Exercise data –
════════════════════

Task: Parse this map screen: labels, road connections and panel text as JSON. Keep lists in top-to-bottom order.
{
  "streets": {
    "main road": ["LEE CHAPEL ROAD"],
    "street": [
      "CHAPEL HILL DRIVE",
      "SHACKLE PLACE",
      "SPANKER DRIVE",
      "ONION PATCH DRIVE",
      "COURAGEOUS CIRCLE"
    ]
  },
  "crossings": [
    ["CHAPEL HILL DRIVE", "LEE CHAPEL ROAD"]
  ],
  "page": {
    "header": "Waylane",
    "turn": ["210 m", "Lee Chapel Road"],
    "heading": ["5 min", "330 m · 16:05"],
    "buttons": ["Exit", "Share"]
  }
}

════════════════════

Your objective – Each record, exactly as written, is to be printed again.

Solved problem –
Task: Parse this map screen: labels, road connections and panel text as JSON. Keep lists in top-to-bottom order.
{
  "streets": {
    "main road": ["LEE CHAPEL ROAD"],
    "street": [
      "CHAPEL HILL DRIVE",
      "SHACKLE PLACE",
      "SPANKER DRIVE",
      "ONION PATCH DRIVE",
      "COURAGEOUS CIRCLE"
    ]
  },
  "crossings": [
    ["CHAPEL HILL DRIVE", "LEE CHAPEL ROAD"]
  ],
  "page": {
    "header": "Waylane",
    "turn": ["210 m", "Lee Chapel Road"],
    "heading": ["5 min", "330 m · 16:05"],
    "buttons": ["Exit", "Share"]
  }
}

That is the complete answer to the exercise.